WEST VALLEY CITY (ABC4) – Growing up in Venezuela and the surrounding Caribbean area, Hilde Koenig never had much experience with ice hockey. The sport doesn’t have much of a following in the extremely warm climate country, so soccer was much more her thing back then, Koenig tells ABC4.
However, when she and her family moved to Utah in the early 90s, she attended a Salt Lake Golden Eagles game at the then-Delta Center. Parts of the game reminded her of soccer, which she liked. While the excitement of a fight breaking out was shocking at first, it was then exciting for the 14-year-old from South America. She was hooked.
“It was something that I liked and then when I married my husband, he loves hockey too and we just kind of started going because you know I think it’s important to support our local teams,” Koenig says.
As things turned out, with a cancer diagnosis with one of her closest friends, her relationship with the local hockey team has become more and more important. Koenig supports the current team, the Utah Grizzlies, and they support her and her group, Ink Against Cancer, right back.
On Friday night, the Grizzlies will host the Allen Americans at the Maverik Center in West Valley as part of Ink Against Cancer Night. As part of the team’s annual cancer awareness and cancer “warriors” community involved, a percentage of each ticket sale will go towards Ink Against Cancer’s donation fund.
The money raised by Ink Against Cancer is then turned directly to families of “warriors” who are in a cancer battle, giving them a reprieve from medical bills and other expenses during their struggle against the disease.
The organization was founded by Koenig and others in remembrance of her close friend, Austin “Wolf” Bell. An enthusiast of tattoos and a member of the local music scene, Bell passed away at age 38 after a battle with cancer. Before his death, Koenig, who calls Bell her “brother,” remembers a night at a Grizzlies game where he dropped the ceremonial first puck as part of the team’s Fight Cancer night. After his passing in 2017, Ink Against Cancer was founded as a promise to Bell to continue to help other cancer-stricken families.
The partnership with the Grizzlies has been a natural fit for both Koenig’s group and the team.

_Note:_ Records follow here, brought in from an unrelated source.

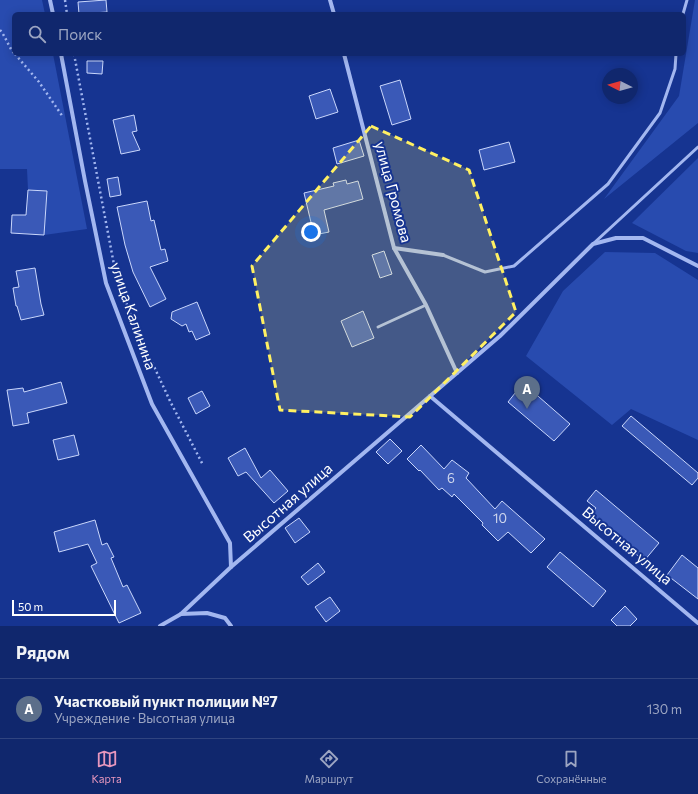 <!DOCTYPE html>
<html lang="ru">
<head>
<meta charset="utf-8">
<style>
	body { margin:0; font-family:Commissioner,sans-serif; background:#1e3375; color:#f1f3f6 }
	.compass { position:absolute; left:602px; top:68px; width:36px; height:36px; border-radius:50%; background:#10276d; box-shadow:0 2px 10px #0003; rotate:276deg }
	.scale { position:absolute; left:12px; bottom:10px; width:104px; box-sizing:border-box; padding-left:4px; border:2px solid #fff; border-top:0; font-size:11px; line-height:14px; white-space:nowrap; color:#fff; -webkit-text-stroke:3px #163491; paint-order:stroke }
	.you { position:absolute; left:311px; top:232px; width:14px; height:14px; margin:-10px; border:3px solid #fff; border-radius:50%; background:#1a73e8; box-shadow:0 0 0 6px #1a73e833 }
	.badge { display:grid; place-items:center; width:26px; height:26px; border-radius:50%; background:#e797bd; color:#fff; font-size:13px; font-weight:700 }
	.pin { position:absolute; translate:-50% -33px; filter:drop-shadow(0 1px 2px #0008) }
	.pin::after { content:''; position:absolute; top:21px; width:14px; height:12px; background:inherit; clip-path:polygon(0 0,100% 0,50% 100%) }
	.list { margin:0; padding:0; list-style:none }
	h2 { display:flex; justify-content:space-between; align-items:center; height:52px; margin:0; padding:0 16px; font-size:17px }
	h2 small { font-size:13px; font-weight:400; color:#9ca5c2 }
	.list li { display:grid; grid-template-columns:26px 1fr auto; gap:12px; align-items:center; box-sizing:border-box; height:60px; padding:0 16px; border-top:1px solid #304480 }
	.list b { display:block; font-size:15px; white-space:nowrap }
	.list p { margin:0; font-size:13px; white-space:nowrap; color:#9ca5c2 }
	.list em { font-size:13px; font-style:normal; color:#9ca5c2 }
	.icon { flex:none; width:22px; height:22px; fill:none; stroke:currentColor; stroke-width:2; stroke-linecap:round; stroke-linejoin:round }
	.map { position:relative; flex:none; width:698px; height:626px; overflow:hidden }
	.search { position:absolute; background:#10276d; box-shadow:0 2px 10px #0003; left:12px; right:12px; top:12px; height:44px; display:flex; align-items:center; gap:10px; box-sizing:border-box; padding:0 14px; border-radius:6px; color:#9ca5c2; font-size:15px }
	.sheet { height:112px; background:#10276d }
	nav { display:flex; justify-content:space-around; align-items:center; box-sizing:border-box; height:56px; border-top:1px solid #304480; background:#10276d; font-size:11px; color:#9ca5c2 }
	nav a { display:grid; justify-items:center; gap:2px }
	nav .on { color:#e797bd }
	.map>svg:first-child { display:block }
	.green { fill:#284baf }
	.building { fill:#3a59b7; stroke:#cad7fc }
	.lines { fill:none; stroke-linecap:round; stroke-linejoin:round }
	.path { stroke:#a3b7f0; stroke-width:2.5; stroke-dasharray:2 3; stroke-linecap:butt }
	.lane { stroke:#a3b7f0; stroke-width:3 }
	.street { stroke:#a3b7f0; stroke-width:4 }
	.marked { fill:#fff062; fill-opacity:0.2; stroke:#fff062; stroke-width:3; stroke-dasharray:8 5; stroke-linejoin:round }
	.labels { text-anchor:middle; stroke-width:4; stroke-linejoin:round; paint-order:stroke }
	.number-label { font-size:13px; fill:#ced6ed }
	.street-label { font-size:15px; fill:#fff; stroke:#163491 }
</style>
</head>
<body>
<div class="map">
<svg width="698" height="626" viewBox="0 0 698 626">
	<rect width="100%" height="100%" fill="#163491"/>
	<g class="green">
		<polygon points="0,0 42,0 45,14 14,14 14,54 53,54 87,229 44,235 47,191 28,190 27,169 0,169"/>
		<polygon points="695,0 698,0 698,123 604,199 679,96"/>
		<polygon points="698,158 698,253 686,251 632,223"/>
		<polygon points="605,252 655,253 698,280 698,440 631,409 612,425 526,356 563,291"/>
	</g>
	<g class="building">
		<polygon points="106,0 107,12 79,14 78,2"/>
		<polygon points="87,61 103,61 102,74 87,73"/>
		<polygon points="400,80 411,119 392,125 380,86"/>
		<polygon points="330,89 338,112 316,119 309,96"/>
		<polygon points="134,115 137,131 132,132 140,150 121,154 113,120"/>
		<polygon points="359,140 364,156 337,164 333,148"/>
		<polygon points="509,142 515,162 484,170 479,150"/>
		<polygon points="118,177 121,195 110,197 107,179"/>
		<polygon points="346,180 347,184 358,181 363,199 324,210 329,232 314,235 304,193 334,186 333,183"/>
		<polygon points="28,190 47,191 44,235 11,233 12,215 26,215"/>
		<polygon points="147,201 151,221 154,220 161,250 165,249 168,261 150,267 166,299 150,307 133,272 125,245 117,207"/>
		<polygon points="384,251 392,274 380,278 372,255"/>
		<polygon points="35,268 41,304 44,315 21,320 17,306 16,306 13,288 19,287 16,271"/>
		<polygon points="197,302 210,334 196,340 192,331 189,332 186,324 182,326 171,319 172,312"/>
		<polygon points="363,311 374,338 352,347 341,321"/>
		<polygon points="61,382 67,403 27,413 29,423 13,426 7,390 23,388 24,392"/>
		<polygon points="523,383 570,424 554,441 508,402"/>
		<polygon points="202,391 210,406 196,414 188,398"/>
		<polygon points="631,416 698,473 698,478 692,485 622,426"/>
		<polygon points="74,435 79,455 58,460 53,440"/>
		<polygon points="390,439 402,451 388,464 376,452"/>
		<polygon points="421,445 444,469 452,460 469,473 466,478 495,509 502,501 545,539 531,553 508,532 498,541 482,525 483,523 454,494 452,497 442,488 439,490 420,470 419,471 407,459"/>
		<polygon points="245,448 261,478 270,470 288,491 274,503 246,472 238,476 228,458"/>
		<polygon points="596,490 659,543 644,561 590,515 596,508 587,501"/>
		<polygon points="299,518 310,532 295,543 285,528"/>
		<polygon points="95,520 102,545 107,543 114,557 111,558 123,587 127,585 141,613 119,623 91,566 97,563 88,544 59,552 54,532"/>
		<polygon points="560,552 606,591 593,607 547,567"/>
		<polygon points="682,555 698,568 698,599 667,575"/>
		<polygon points="318,563 325,572 308,585 301,577"/>
		<polygon points="330,597 340,611 326,622 315,607"/>
		<polygon points="625,606 637,619 630,626 617,626 611,620"/>
	</g>
	<g class="lines">
		<g class="path">
			<polyline points="65,0 67,14"/>
			<path d="M 0,30 C 6,37 8,46 14,53"/>
			<polyline points="15,54 39,82 63,117"/>
			<polyline points="74,54 115,270 132,319 170,401 203,465"/>
		</g>
		<g class="lane">
			<polyline points="683,14 687,0"/>
			<polyline points="594,243 698,147"/>
			<polyline points="443,255 485,272 514,266 608,184 660,113 675,69 676,54"/>
			<polyline points="378,327 426,305"/>
		</g>
		<g class="street">
			<polyline points="50,0 53,14"/>
			<polyline points="330,0 334,14"/>
			<polyline points="61,54 85,181 106,283 152,404 230,543 231,567"/>
			<polyline points="344,54 394,248 426,305 457,373"/>
			<polyline points="394,248 443,255"/>
			<polyline points="430,396 698,623"/>
			<polyline points="181,614 207,613 225,618 231,626"/>
			<polyline points="160,626 181,614 231,567 500,336 593,244 616,238 643,238 698,266"/>
		</g>
	</g>
	<path class="marked" d="M 371,126 L 469,170 L 516,312 L 410,417 L 280,410 L 252,266 Z"/>
	<g class="labels">
		<g class="number-label">
			<text x="451" y="483">6</text>
			<text x="500" y="523">10</text>
		</g>
		<g class="street-label">
			<text transform="translate(393 192) rotate(75)" y="5">улица Громова</text>
			<text transform="translate(133 316) rotate(71)" y="5">улица Калинина</text>
			<text transform="translate(288 503) rotate(-41)" y="5">Высотная улица</text>
			<text transform="translate(627 546) rotate(40)" y="5">Высотная улица</text>
		</g>
	</g>
</svg>
<svg class="compass" viewBox="-18 -18 36 36"><path d="M0-13l5 13h-10z" fill="#e53935"/><path d="M0 13l5-13h-10z" fill="#9ca5c2"/></svg>
<div class="scale">50 m</div>
<div class="you"></div>
<div class="pin badge" style="left:527px;top:409px;background:#5c6f8a">A</div>
<div class="search"><svg class="icon" aria-label="search" viewBox="0 0 24 24"><circle cx="10" cy="10" r="6"/><path d="M15 15l6 6"/></svg>Поиск</div>
</div>
<section class="sheet">
<h2>Рядом<small></small></h2>
<ul class="list">
<li><span class="badge" style="background:#5c6f8a">A</span><div><b>Участковый пункт полиции №7</b><p>Учреждение · Высотная улица</p></div><em>130 m</em></li>
</ul>
</section>
<nav>
<a class="on"><svg class="icon" aria-label="map" viewBox="0 0 24 24"><path d="M3 6l6-2 6 2 6-2v14l-6 2-6-2-6 2zM9 4v14M15 6v14"/></svg>Карта</a>
<a><svg class="icon" aria-label="directions" viewBox="0 0 24 24"><path d="M12 3l9 9-9 9-9-9zM9 14v-3h6M13 9l2 2-2 2"/></svg>Маршрут</a>
<a><svg class="icon" aria-label="saved" viewBox="0 0 24 24"><path d="M7 4h10v16l-5-4-5 4z"/></svg>Сохранённые</a>
</nav>
</body>
</html>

“One of the biggest things for us as an organization is to be involved in the community,” Grizzlies vice president Jared Youngman says. “When you look at cancer, everybody is affected by cancer in one way or another. My grandma had cancer, my father had it, and everybody has a tie to cancer.”

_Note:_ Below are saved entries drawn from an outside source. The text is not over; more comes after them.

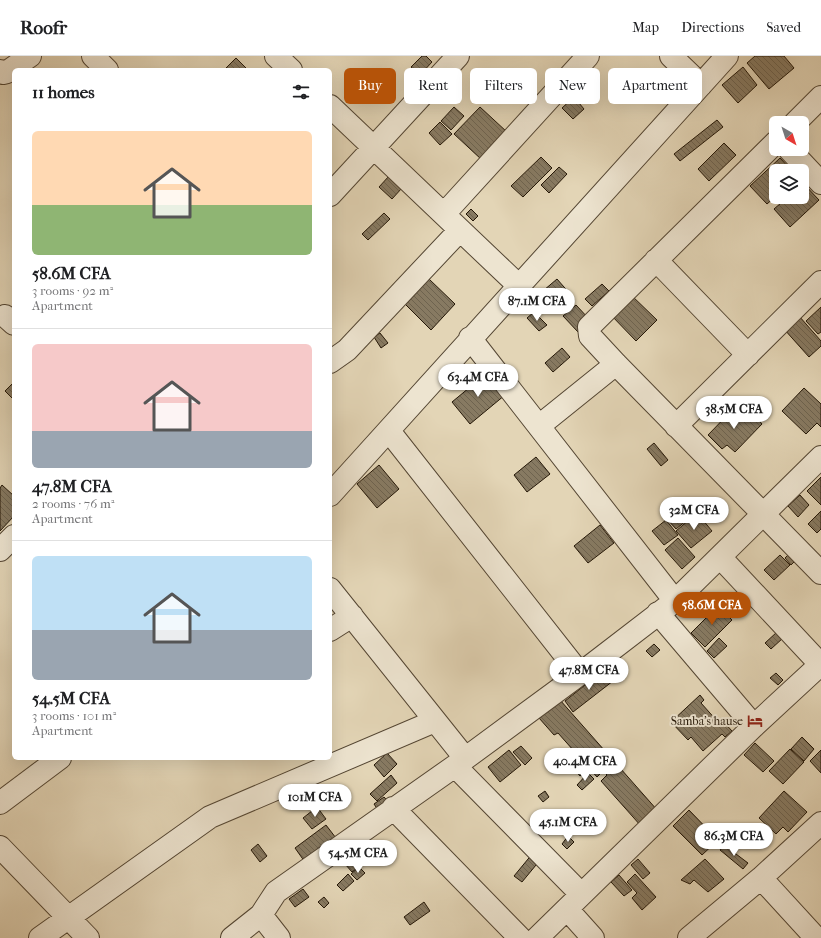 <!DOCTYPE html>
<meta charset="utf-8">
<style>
body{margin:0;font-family:"IM FELL French Canon",serif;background:#f6f6f6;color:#202124;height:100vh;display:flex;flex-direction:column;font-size:15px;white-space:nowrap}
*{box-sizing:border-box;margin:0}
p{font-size:13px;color:#757577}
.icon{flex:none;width:22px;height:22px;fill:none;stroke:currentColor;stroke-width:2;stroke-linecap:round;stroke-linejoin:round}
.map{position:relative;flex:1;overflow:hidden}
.panel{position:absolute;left:12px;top:12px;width:320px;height:692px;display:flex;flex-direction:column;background:#fff;border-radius:6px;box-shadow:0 4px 16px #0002}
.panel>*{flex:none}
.banner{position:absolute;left:344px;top:12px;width:380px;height:36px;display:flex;gap:8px}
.needle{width:26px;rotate:141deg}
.controls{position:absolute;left:769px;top:60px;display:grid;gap:8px}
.controls a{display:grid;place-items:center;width:40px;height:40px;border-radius:6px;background:#fff;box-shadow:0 4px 16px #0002;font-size:20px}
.price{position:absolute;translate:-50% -34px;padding:0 9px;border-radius:14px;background:#fff;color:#222;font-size:13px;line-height:26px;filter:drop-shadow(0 1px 2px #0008)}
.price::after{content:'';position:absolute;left:50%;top:24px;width:12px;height:9px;margin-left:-6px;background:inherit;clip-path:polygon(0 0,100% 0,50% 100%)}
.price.selected{background:#b45309;color:#fff}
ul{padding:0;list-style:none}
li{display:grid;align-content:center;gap:8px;height:212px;padding:0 20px}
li+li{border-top:1px solid #e0e0e0}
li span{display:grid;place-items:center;height:124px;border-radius:6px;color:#555}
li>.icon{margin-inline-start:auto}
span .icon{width:72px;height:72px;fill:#fffc;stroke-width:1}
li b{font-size:17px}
h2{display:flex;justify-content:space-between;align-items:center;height:48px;padding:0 20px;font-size:17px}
.tag{padding:0 14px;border-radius:6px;background:#fff;box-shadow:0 4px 16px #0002;font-size:14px;line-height:36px}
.tag.selected{background:#b45309;color:#fff}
header{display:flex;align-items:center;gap:24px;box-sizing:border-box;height:56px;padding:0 20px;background:#fff;border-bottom:1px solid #e0e0e0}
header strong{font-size:19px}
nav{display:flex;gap:22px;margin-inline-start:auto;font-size:14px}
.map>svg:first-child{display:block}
.building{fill:url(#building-back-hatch);stroke:#241707}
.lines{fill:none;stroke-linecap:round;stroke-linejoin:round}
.minor-casing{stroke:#544633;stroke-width:24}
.minor{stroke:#ede4d0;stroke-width:22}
.labels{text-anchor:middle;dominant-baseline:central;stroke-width:4;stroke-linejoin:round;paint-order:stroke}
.poi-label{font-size:12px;fill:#241707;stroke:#ede4d0;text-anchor:end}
</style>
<header>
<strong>Roofr</strong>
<nav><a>Map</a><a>Directions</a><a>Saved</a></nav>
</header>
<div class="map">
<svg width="821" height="882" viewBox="0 0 821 882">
<defs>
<pattern id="building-back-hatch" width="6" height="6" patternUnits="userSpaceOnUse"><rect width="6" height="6" fill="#877a62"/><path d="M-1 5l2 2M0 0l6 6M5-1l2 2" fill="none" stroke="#6e634f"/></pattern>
</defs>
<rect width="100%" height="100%" fill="#e3d5b6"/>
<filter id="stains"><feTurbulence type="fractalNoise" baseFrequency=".005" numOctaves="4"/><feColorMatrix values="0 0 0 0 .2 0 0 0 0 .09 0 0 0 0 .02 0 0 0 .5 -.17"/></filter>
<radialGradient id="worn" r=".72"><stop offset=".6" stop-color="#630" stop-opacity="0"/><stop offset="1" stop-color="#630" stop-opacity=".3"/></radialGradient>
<path class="building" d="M422 0H426L432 6 420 19 411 11Z
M755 0H784L794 12 769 33 747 7Z
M236 2 248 14H224Z
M743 11 757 29 738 47 722 29Z
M574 41 584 53 573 63 562 52Z
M454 51 464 60 451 74 441 65Z
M480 51 507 76 482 104 454 78Z
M717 64 723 71 680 105 674 98Z
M440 66 452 78 440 89 429 77Z
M724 87 736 99 709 125 698 113Z
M541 101 552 112 523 141 511 130Z
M780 102 792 115H776V140L767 148 750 130Z
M559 111 567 118 549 137 541 129Z
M389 120 402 132 392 143 379 131Z
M803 127 819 144 790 171 774 153 788 141H802Z
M471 153 478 160 473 165 466 158Z
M384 157 390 163 368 184 362 178Z
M429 223 455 248 431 274 405 248Z
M557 223 571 239 552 256 537 240Z
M602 228 609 235 592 250 585 243Z
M629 237 657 264 636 285 609 257Z
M576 249 590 264 578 276 563 260Z
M821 251V276L818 278 806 265Z
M534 256 547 269 539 275 527 262Z
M799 260 821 285V290L809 301 784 273Z
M380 277 388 287 381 292 374 281Z
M562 292 570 301 553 316 545 307Z
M487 317 505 339 470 368 452 346Z
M14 326V344L5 335Z
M804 332 821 348V371L817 367 806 378 782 355Z
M736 350 752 365 756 361 762 368 735 396 727 389 722 393 708 379Z
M654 387 668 404 661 410 647 393Z
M536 401 550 418 527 436 514 419Z
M379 409 399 433 377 452 357 428Z
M821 421V449L807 435Z
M2 429 14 440V460L0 475V432Z
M800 439 809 449 798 461 788 450Z
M688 445 697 456 676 473 667 463Z
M821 455V473L817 477 808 468Z
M697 457 712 475 691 492 676 475Z
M666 464 678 479 664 489 652 475Z
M600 469 614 487 588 507 574 490Z
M678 482 695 501 682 513 665 494Z
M795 492 801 499 791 509 785 502Z
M780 499 790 509 774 524 764 514Z
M718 550 732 564 705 591 691 577Z
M777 576 783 582 771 593 765 587Z
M719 582 727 590 714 602 707 595Z
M654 588 660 594 652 601 646 595Z
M604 614 613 625 573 656 565 645Z
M776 617 783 624 778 629 770 622Z
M700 639 704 644 701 647 718 666 721 663 732 675 725 681 722 678 703 695 691 681 688 684 671 666Z
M560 644 658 755 641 770 601 725 607 719 603 715 597 721 558 677 554 679 539 662Z
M802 681 814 693 804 705 791 693Z
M755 687 774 705 763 716 744 699Z
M521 690 532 702 525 709 513 696Z
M790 693 804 706 783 728 769 715Z
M509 694 521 709 500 726 488 711Z
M821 694V717L810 705Z
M387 697 397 708 384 721 374 709Z
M578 703 587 714 580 720 571 709Z
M588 717 594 723 582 734 577 729Z
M391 719 397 727 377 745 370 738Z
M545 735 549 741 543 746 538 740Z
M784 735 807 756 788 776 783 771 776 778 759 762Z
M384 741 393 751 382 760 374 748Z
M317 751 326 763 312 773 303 762Z
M689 754 718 784 702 799 673 770Z
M326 769 339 786 307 809 295 792Z
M568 780 574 786 567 793 562 788Z
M258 788 267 800 260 806 251 794Z
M724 789 748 807 743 813 720 794Z
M359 797 366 805 352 816 345 808Z
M533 797 541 803 522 826 514 820Z
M638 803 650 817 643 823 631 809Z
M705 803 724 823 708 836 694 824 690 828 681 824Z
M359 811 365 817 357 824 351 818Z
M348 818 354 825 343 835 337 829Z
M635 818 656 841 642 854 632 842 637 837 627 826Z
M619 819 632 834 624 840 611 826Z
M303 833 309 841 295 851 289 843Z
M324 841 329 847 324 852 318 846Z
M424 846 430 855 410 869 404 861Z"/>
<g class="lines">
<g class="minor-casing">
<path id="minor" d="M93 0 107 14
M276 0 291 14
M671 0 701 29
M0 15 3 17 7 16 30 0
M330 50 519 230
M795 67 821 41
M776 86 589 271 590 280 616 308 821 517
M789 93 821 127
M330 139 458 0
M444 158 588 0
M656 204 748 299
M5 260 14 268
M470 282 675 545
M330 306 347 294 460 174
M539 370 616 308
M676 370 821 226
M389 375 580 618
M330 439 727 0
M0 494 14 480
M720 501 821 609
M330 533 465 702
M658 557 754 670
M330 574 352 560
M455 710 581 838
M0 747 60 702
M393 752 520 882
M0 791 88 882
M761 822 816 882
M567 853 593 882
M261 859 279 882
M40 882 210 761 435 665
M232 882 261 859 276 836 455 710 580 618 675 545 821 401
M537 882 754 670 821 608
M689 882 761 822 821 767"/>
</g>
<use href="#minor" class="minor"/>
</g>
<defs>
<g id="hotel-bare" transform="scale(1.2)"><path d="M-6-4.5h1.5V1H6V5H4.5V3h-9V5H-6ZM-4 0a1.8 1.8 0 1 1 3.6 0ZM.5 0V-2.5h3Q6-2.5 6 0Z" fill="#8f2418" stroke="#ede4d0" stroke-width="2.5" paint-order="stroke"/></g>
</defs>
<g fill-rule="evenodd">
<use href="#hotel-bare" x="755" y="665"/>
</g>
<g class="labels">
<g class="poi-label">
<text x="743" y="665">Samba's hause</text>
</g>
</g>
<rect width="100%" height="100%" filter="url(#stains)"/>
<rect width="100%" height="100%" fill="url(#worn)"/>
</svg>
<div class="controls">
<a><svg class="needle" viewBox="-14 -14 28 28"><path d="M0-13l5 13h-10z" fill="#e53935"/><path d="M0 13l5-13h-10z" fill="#757577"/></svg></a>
<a><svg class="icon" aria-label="layers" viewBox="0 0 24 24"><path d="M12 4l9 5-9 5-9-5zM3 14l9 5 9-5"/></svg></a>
</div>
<b class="price" style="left:537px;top:266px">87.1M CFA</b>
<b class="price" style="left:478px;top:342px">63.4M CFA</b>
<b class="price" style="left:734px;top:374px">38.5M CFA</b>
<b class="price" style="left:694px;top:475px">32M CFA</b>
<b class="price selected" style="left:712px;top:570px">58.6M CFA</b>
<b class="price" style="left:589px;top:635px">47.8M CFA</b>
<b class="price" style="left:585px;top:726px">40.4M CFA</b>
<b class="price" style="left:315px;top:762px">101M CFA</b>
<b class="price" style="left:568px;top:787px">45.1M CFA</b>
<b class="price" style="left:734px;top:801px">86.3M CFA</b>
<b class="price" style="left:358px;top:818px">54.5M CFA</b>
<div class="banner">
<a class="tag selected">Buy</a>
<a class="tag">Rent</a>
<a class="tag">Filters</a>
<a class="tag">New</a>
<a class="tag">Apartment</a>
</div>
<section class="panel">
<h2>11 homes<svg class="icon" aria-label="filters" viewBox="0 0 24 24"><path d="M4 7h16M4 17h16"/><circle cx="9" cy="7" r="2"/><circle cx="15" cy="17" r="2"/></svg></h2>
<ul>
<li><span style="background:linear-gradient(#ffd9b3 60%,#8fb573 0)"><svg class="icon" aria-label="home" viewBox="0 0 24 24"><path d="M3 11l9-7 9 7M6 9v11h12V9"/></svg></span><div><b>58.6M CFA</b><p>3 rooms · 92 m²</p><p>Apartment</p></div></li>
<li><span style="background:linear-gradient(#f6c9c9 70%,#9aa5b1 0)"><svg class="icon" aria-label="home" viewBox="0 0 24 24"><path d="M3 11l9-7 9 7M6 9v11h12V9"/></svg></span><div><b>47.8M CFA</b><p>2 rooms · 76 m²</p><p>Apartment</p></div></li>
<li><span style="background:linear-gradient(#bfe0f5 60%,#9aa5b1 0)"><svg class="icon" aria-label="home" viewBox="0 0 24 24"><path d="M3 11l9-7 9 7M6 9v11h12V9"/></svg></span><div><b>54.5M CFA</b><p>3 rooms · 101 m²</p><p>Apartment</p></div></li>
</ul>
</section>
</div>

Over the years, the Grizzlies have done a variety of different promotions to boost awareness and raise funds for cancer-related charities and organizations. The “Pink in the Rink” night, in which the team would wear pink jerseys and dye the ice sheet a shade of pink to honor breast cancer survivors was popular a few years ago. After that, “Fight Against Cancer,” with purple jerseys followed to honor all cancer types. Ink Against Cancer night has been a thing at hockey games for a few years now. In non-pandemic years, the team usually allows those who have had a relationship with a cancer “warrior” to write their name on the ice, which is then covered and played upon at game time.
Due to COVID-19 guidelines and concerns, the team was unable to allow fans to get the names on the ice this year, but is looking forward to doing so next year, Youngman says.
While those who support Ink Against Cancer the most are tattoo artists and musicians who are still reeling from the pandemic’s effects and unable to attend, Koenig is still expecting a nice turnout of around 100 friends to sit together and enjoy the Grizzlies’ game on Friday.
Whether a fight between players will break out on the ice remains to be seen, but the fight against cancer will certainly have its participants in the stands at the Maverik Center.
“It’s a great way to come together as a community and show the love,” Koenig says. “Hopefully next year we can go back to making it bigger.”